Mr. Ahenkorah said it is becoming increasingly difficult for people who have an urge for the exports business to launch their interest or initiatives, because of the absence of a strong financial backbone for the sector.
He said there are people in the districts and rural areas who have products for export, but how to process them for export has become a challenge.
Some also, he argued, just need an office space to start making the necessary contacts for their business; but, again, how to access funds to push their ideas remains an issue.
That notwithstanding, the deputy trade minister said government will do everything within its power to minimise the barriers which impede the progress of exports business – on the premise it is only when local companies are empowered to compete strongly on the global market that there can be economic emancipation.
For instance, to tackle the challenges facing small businesses in the exports value chain, Mr. Ahenkorah said his ministry has charged GEPA and the Ghana Investment Promotion Centre (GIPC) to consider creating ‘impact hubs’, where young exporters/start-ups can access the right space and facilities to grow their business.
The National Exporters Forum is a platform for interaction between exporters and all related regulatory stakeholders in the business of export trade.
Participants identify and address constraints in the non-traditional export sector, and also get first-hand information about export activities and programmes in the NTE sector.
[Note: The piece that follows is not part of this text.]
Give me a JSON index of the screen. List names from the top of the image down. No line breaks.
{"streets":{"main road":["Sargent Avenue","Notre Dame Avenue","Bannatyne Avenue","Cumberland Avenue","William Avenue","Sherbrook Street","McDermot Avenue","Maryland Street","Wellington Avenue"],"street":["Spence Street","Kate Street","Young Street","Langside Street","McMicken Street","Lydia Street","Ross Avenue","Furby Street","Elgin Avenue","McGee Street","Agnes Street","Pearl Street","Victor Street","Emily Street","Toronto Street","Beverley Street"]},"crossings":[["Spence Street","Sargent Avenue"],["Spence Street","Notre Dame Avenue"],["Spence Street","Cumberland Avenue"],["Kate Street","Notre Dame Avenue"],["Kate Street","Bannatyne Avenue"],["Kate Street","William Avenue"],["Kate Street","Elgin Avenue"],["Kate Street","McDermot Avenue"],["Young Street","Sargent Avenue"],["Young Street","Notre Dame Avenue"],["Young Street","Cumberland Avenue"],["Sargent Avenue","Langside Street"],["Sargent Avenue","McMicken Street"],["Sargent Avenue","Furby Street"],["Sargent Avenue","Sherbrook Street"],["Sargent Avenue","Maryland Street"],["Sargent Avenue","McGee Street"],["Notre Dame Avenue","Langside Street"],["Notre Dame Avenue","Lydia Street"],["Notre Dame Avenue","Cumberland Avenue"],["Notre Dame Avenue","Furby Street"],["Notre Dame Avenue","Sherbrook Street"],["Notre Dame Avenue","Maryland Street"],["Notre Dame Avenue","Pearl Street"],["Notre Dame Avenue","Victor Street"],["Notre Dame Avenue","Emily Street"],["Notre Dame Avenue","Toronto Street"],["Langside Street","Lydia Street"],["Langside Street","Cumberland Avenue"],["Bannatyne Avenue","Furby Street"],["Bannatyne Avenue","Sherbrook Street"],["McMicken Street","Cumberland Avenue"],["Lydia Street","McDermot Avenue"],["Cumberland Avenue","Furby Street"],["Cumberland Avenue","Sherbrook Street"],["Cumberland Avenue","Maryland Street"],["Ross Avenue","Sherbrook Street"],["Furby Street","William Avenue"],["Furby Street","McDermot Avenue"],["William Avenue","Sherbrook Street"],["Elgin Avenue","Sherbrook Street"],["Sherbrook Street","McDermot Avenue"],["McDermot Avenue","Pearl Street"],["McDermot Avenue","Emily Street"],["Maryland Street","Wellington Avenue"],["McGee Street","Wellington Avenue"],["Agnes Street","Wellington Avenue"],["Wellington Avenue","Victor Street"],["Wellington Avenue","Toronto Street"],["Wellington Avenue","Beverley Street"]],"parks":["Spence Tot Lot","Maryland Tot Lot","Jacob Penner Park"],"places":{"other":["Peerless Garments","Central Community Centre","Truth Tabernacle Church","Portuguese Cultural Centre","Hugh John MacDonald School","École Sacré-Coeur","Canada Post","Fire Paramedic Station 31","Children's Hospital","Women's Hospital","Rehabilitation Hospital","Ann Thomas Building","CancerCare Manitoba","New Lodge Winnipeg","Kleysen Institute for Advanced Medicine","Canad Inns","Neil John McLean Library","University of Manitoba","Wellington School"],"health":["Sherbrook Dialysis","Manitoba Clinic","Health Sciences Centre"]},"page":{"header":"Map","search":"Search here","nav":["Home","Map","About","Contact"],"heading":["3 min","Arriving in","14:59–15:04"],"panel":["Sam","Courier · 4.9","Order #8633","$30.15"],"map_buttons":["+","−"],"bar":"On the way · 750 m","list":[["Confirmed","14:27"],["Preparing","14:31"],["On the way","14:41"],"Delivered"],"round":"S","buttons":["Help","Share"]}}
2017 Non-traditional export figures
Earnings from non-traditional exports between January to December 2017 amounted to US$2.56billion, representing a 3.81 percent increase over the previous year’s figure of US$2.46billion.
This was driven largely by an increase in the export of cocoa products, which rose by 60.5 percent from US$542.3million in 2016 to US$870.2million in the year under review.
Chief Executive Officer of GEPA, Afua Asabea Asare, in her remarks indicated that exports have a huge impact on the economy in terms of forex earnings and import-dependency.
This, to her, is the motivation behind GEPA’s commitment to grow the sector to exports business, especially the NTEs sub-sector, to contribute maximally to national development and to consolidate the country’s lower middle-income status, create job opportunities and ensure better living standards.
Launch of GEPA Buyer Portal
The Ghana Export Promotion Authority has also launched a buyer-portal, an integrated segment of the GEPA Market Hub designed to provide useful links and information on exporter companies to potential global importers.
Commenting on the innovation, Mr. Ahenkorah said: “Such an effective and well-designed buyer-portal will provide the basis for continuous dialogue and relationship-building between exporters and buyers”.